## [TASK STATEMENT]
Copy the lines from the start of the records below through the line containing "Transcribe the names", both included, and leave out the pictures.

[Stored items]

· · · ·

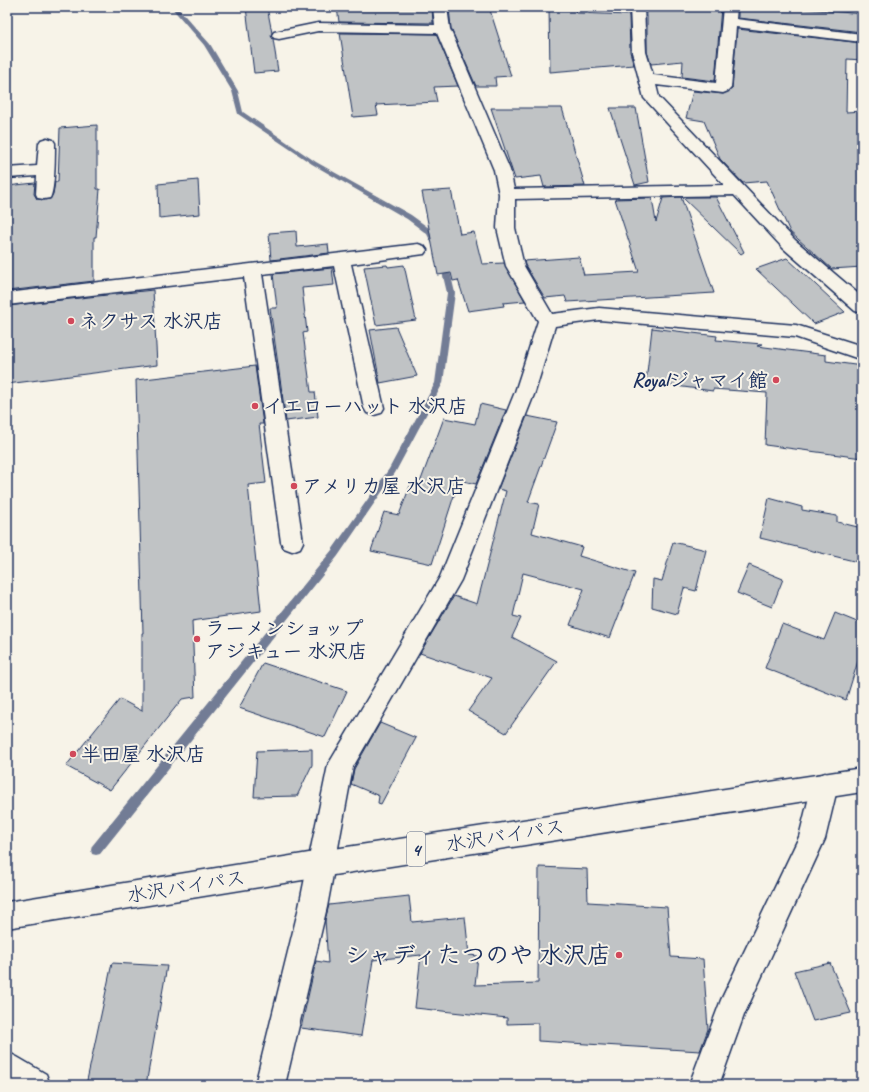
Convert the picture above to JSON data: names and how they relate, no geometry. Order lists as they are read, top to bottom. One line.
{"streets":{"main road":["水沢バイパス","4"]},"places":["ネクサス 水沢店","Royalジャマイ館","イエローハット 水沢店","アメリカ屋 水沢店","ラーメンショップ アジキュー 水沢店","半田屋 水沢店","シャディたつのや 水沢店"]}
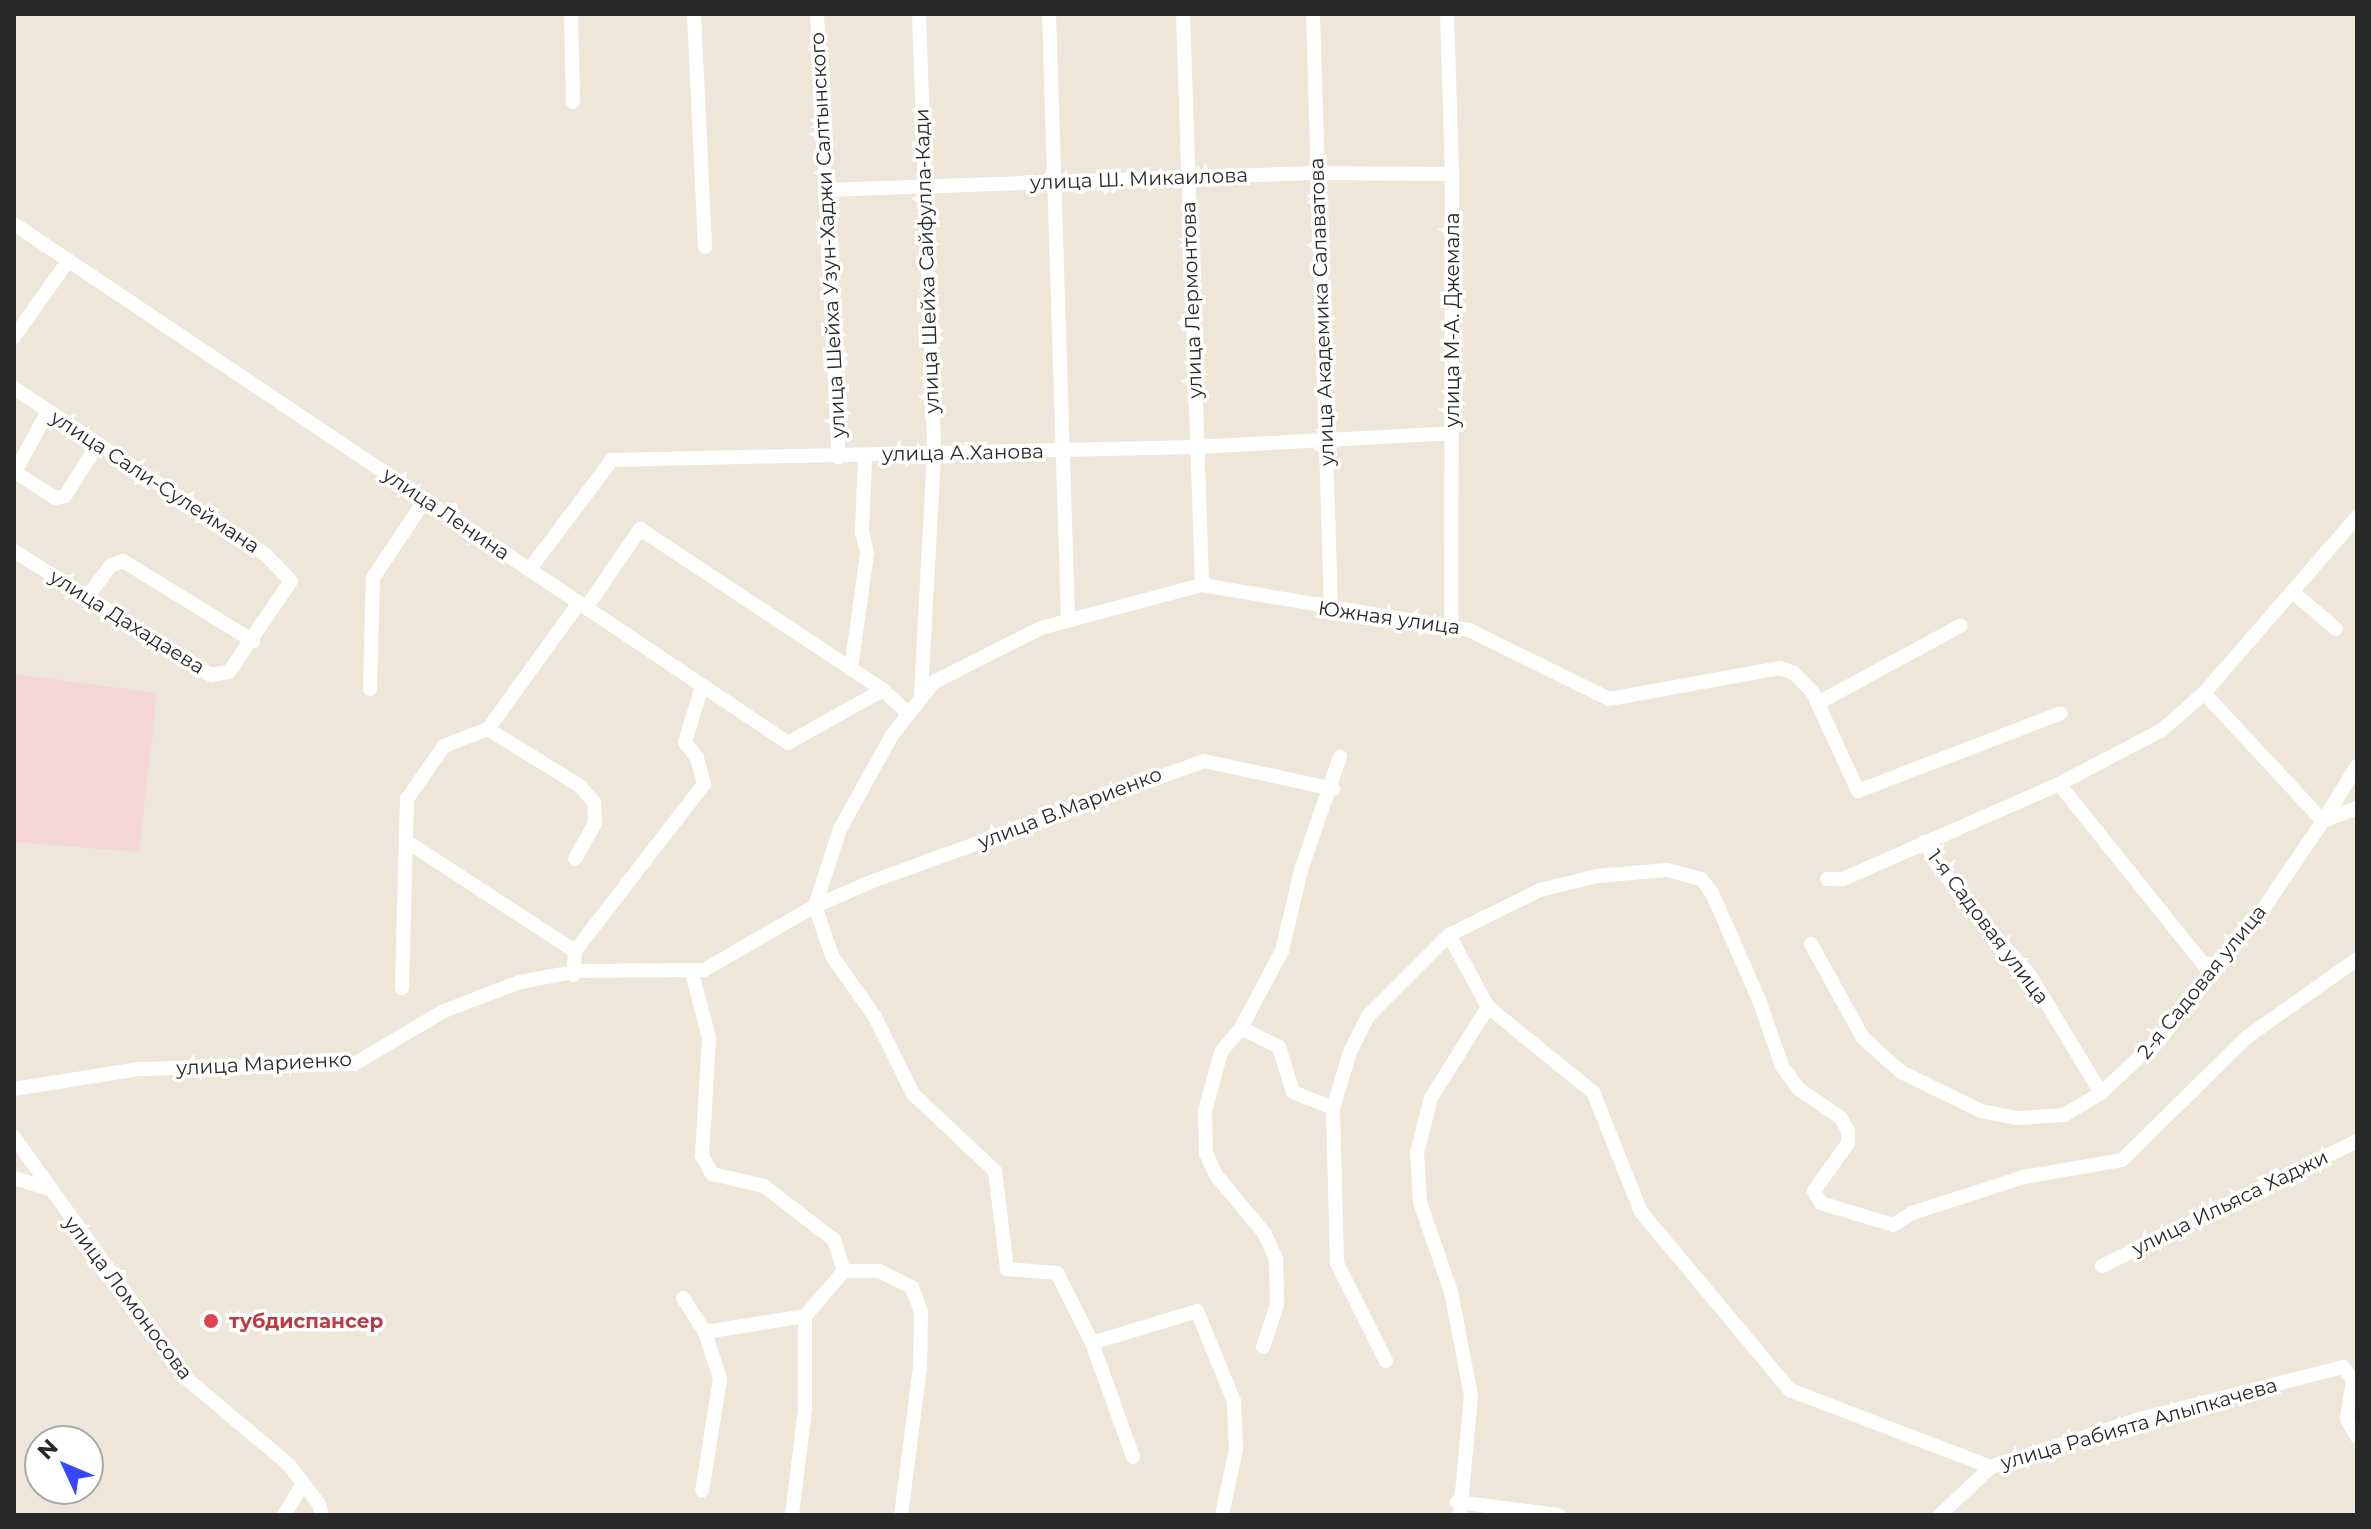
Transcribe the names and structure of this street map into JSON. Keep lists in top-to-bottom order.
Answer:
{
  "streets": {
    "street": [
      "улица Ш. Микаилова",
      "улица Шейха Узун-Хаджи Салтынского",
      "улица Шейха Сайфулла-Кади",
      "улица Лермонтова",
      "улица Академика Салаватова",
      "улица М-А. Джемала",
      "улица А.Ханова",
      "улица Сали-Сулеймана",
      "улица Ленина",
      "Южная улица",
      "улица Дахадаева",
      "улица В.Мариенко",
      "1-я Садовая улица",
      "2-я Садовая улица",
      "улица Мариенко",
      "улица Ильяса Хаджи",
      "улица Ломоносова",
      "улица Рабията Алыпкачева"
    ]
  },
  "crossings": [
    ["улица Ш. Микаилова", "улица Шейха Узун-Хаджи Салтынского"],
    ["улица Ш. Микаилова", "улица Шейха Сайфулла-Кади"],
    ["улица Ш. Микаилова", "улица Лермонтова"],
    ["улица Ш. Микаилова", "улица Академика Салаватова"],
    ["улица Ш. Микаилова", "улица М-А. Джемала"],
    ["улица Шейха Узун-Хаджи Салтынского", "улица А.Ханова"],
    ["улица Шейха Сайфулла-Кади", "улица А.Ханова"],
    ["улица Шейха Сайфулла-Кади", "Южная улица"],
    ["улица Лермонтова", "улица А.Ханова"],
    ["улица Лермонтова", "Южная улица"],
    ["улица Академика Салаватова", "улица А.Ханова"],
    ["улица Академика Салаватова", "Южная улица"],
    ["улица М-А. Джемала", "улица А.Ханова"],
    ["улица М-А. Джемала", "Южная улица"],
    ["улица А.Ханова", "улица Ленина"],
    ["улица Сали-Сулеймана", "улица Дахадаева"],
    ["Южная улица", "улица В.Мариенко"],
    ["Южная улица", "улица Мариенко"],
    ["улица В.Мариенко", "улица Мариенко"],
    ["1-я Садовая улица", "2-я Садовая улица"]
  ],
  "places": ["тубдиспансер"],
  "north": "top left"
}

· · · ·

## [RESULT]
Convert the picture above to JSON data: names and how they relate, no geometry. Order lists as they are read, top to bottom. One line.
{"streets":{"main road":["水沢バイパス","4"]},"places":["ネクサス 水沢店","Royalジャマイ館","イエローハット 水沢店","アメリカ屋 水沢店","ラーメンショップ アジキュー 水沢店","半田屋 水沢店","シャディたつのや 水沢店"]}
Transcribe the names and structure of this street map into JSON. Keep lists in top-to-bottom order.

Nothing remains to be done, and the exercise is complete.